Ha: p does not equal .67 -->meaning: population proportion does not equal .67 (this is a two-tailed test because the question is just asking if there is a difference).
Using a formula for a proportional one-sample z-test with your data included, we have:
z = .645 - .67 -->test value (80/124 is approximately .645) minus population value (.67) divided by
√[(.67)(.33)/124] --> .33 represents 1-.67 and 124 is sample size.
Finish the calculation. Remember if the null is not rejected, then there is no difference. If you need to find the p-value for the test statistic, check a z-table. The p-value is the actual level of the test statistic.
I hope this will help.
Hi, I understand that part now and got -0.5873 as the z value. However, I do not know how to find the critical z value for the two-tailed test, and without a given alpha value.
Also, if I am correct, this hypothesis corresponds to part b) of the question?
Can you give me suggestions for part a) as well? The book doesn't explain very well and have no similar examples...
Thank you so much.
For the hypothesis test, if i were to use significance level of .10. Is the two tailed critical z value equal to + or - 1.645? Since z (-0.5873) is smaller than critical z, I said that Ho should not be rejected so 2/3 figure is NOT implausible for kissing behavior. Is this correct?
I still need help on part a).
Your calculations look correct, as well as your conclusion.
Part a) might be looking for the p-value, which is the actual level of the test statistic (z = -0.5873). If that is the case, then you can look up the p-value using the test statistic and a z-table.
Hi again. I did more studying on testing the hypothesis and tried the problem again. Can you check if it is correct?

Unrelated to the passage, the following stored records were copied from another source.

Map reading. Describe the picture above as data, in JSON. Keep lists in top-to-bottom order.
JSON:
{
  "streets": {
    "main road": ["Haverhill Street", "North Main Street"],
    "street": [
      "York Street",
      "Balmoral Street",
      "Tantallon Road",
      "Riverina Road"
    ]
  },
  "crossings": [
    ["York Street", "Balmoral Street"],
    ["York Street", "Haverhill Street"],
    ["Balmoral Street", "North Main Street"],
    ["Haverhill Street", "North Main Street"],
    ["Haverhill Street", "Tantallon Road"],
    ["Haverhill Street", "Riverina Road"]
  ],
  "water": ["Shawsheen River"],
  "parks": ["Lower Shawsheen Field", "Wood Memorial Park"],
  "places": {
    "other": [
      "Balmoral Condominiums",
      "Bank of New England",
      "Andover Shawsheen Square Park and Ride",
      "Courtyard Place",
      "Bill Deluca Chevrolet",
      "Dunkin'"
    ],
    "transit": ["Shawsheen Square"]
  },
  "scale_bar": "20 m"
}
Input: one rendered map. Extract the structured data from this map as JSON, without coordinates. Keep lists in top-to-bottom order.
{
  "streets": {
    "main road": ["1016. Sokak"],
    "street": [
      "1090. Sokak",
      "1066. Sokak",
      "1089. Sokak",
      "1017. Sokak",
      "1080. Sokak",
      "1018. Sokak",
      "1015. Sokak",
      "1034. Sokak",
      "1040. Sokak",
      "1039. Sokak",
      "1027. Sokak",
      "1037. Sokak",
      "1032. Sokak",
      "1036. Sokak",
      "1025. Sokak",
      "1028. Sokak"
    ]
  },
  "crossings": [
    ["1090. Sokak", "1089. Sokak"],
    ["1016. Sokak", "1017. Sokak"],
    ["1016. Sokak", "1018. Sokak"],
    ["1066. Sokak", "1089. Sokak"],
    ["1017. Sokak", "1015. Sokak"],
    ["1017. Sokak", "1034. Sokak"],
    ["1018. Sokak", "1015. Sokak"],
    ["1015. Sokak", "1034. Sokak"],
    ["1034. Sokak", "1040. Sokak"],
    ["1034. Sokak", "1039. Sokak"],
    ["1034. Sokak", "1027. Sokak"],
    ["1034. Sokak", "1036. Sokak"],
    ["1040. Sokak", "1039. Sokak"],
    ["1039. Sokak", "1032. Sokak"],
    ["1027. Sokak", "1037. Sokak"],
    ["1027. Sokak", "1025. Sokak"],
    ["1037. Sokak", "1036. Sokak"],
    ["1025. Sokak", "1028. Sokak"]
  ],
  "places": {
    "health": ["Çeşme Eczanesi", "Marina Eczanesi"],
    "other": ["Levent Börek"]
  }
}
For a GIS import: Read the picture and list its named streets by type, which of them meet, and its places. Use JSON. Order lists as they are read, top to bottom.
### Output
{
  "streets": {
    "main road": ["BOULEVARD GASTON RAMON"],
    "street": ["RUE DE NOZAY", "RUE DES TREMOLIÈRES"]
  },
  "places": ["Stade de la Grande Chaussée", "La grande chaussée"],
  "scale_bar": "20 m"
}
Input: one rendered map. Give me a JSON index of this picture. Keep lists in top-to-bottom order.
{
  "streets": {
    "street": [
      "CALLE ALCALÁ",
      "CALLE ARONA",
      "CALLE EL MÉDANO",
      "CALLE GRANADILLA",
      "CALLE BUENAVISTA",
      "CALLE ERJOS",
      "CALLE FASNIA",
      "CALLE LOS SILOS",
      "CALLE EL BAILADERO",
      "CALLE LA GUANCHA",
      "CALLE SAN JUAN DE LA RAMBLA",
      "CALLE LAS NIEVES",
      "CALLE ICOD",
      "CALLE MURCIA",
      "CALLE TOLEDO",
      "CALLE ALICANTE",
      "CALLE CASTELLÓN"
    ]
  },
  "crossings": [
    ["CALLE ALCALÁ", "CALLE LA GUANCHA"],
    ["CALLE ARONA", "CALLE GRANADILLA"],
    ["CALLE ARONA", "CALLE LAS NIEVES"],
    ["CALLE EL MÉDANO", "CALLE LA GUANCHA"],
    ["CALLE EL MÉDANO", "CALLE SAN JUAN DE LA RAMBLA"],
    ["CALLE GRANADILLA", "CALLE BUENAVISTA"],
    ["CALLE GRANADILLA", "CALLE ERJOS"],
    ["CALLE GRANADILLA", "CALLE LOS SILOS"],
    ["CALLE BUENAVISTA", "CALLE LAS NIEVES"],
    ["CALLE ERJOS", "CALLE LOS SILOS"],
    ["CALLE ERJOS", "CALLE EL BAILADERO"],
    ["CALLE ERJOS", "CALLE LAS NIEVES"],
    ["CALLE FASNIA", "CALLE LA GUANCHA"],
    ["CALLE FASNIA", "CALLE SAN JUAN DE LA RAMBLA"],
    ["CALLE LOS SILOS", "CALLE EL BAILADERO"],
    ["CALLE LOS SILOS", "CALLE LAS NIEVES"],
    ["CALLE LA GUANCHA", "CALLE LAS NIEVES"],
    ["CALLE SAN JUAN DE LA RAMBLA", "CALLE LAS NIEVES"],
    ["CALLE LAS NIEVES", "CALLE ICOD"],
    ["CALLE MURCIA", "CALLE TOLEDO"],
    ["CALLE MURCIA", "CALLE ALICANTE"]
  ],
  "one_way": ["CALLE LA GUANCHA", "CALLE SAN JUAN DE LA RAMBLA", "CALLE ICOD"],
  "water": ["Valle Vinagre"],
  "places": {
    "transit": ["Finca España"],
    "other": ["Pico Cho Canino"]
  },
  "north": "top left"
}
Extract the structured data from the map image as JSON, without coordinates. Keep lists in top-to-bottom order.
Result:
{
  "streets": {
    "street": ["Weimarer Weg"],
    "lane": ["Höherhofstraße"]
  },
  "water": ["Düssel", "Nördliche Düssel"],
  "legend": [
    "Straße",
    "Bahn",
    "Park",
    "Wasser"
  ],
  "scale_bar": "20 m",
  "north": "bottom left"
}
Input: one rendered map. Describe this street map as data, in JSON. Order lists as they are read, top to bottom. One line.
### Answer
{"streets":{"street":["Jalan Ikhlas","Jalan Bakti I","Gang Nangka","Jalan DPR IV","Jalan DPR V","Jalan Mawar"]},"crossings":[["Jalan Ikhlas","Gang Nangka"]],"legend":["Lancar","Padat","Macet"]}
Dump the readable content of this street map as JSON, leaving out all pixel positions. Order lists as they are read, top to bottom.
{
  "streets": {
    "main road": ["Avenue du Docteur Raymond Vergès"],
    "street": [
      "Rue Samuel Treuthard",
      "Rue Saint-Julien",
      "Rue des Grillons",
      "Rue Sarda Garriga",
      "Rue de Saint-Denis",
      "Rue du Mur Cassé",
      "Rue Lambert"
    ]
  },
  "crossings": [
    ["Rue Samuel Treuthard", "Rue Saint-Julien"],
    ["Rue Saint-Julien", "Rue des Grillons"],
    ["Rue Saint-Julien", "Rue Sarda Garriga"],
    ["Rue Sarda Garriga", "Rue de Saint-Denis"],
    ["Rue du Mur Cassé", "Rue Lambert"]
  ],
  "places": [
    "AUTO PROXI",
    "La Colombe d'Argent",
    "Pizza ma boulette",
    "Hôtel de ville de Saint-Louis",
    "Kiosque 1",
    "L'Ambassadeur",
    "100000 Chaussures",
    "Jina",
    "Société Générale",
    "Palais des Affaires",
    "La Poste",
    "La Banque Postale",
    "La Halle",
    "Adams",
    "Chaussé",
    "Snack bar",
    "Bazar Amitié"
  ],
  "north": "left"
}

a) I made Ho=2/3, Ha=otherwise. I did the z test and got z=-0.0508. I think this means that 5.08% of the time, the sample will differ by AT LEAST as much as what was observed.(lower-tail) But I have a question here. First does this make sense? Also, because this problem is two-tailed, do I have to multiply by 2 to consider the upper tail as well? (IE. 10.16% probability that the number in a sample of 124 differ from the expected value by at least as much what was actually observed.)
b) I used the hypothesis test from part(a)and a significance level of 0.10. Since this is two-tailed the rejection region is if z>z(a/2) or z<-z(a/2). z(.05)=1.645. Since -0.0508>-1.645, do not reject hypothesis under 90% CI. Therefore the kissing behavior is plausible.
Let me know if this makes sense. Thanks!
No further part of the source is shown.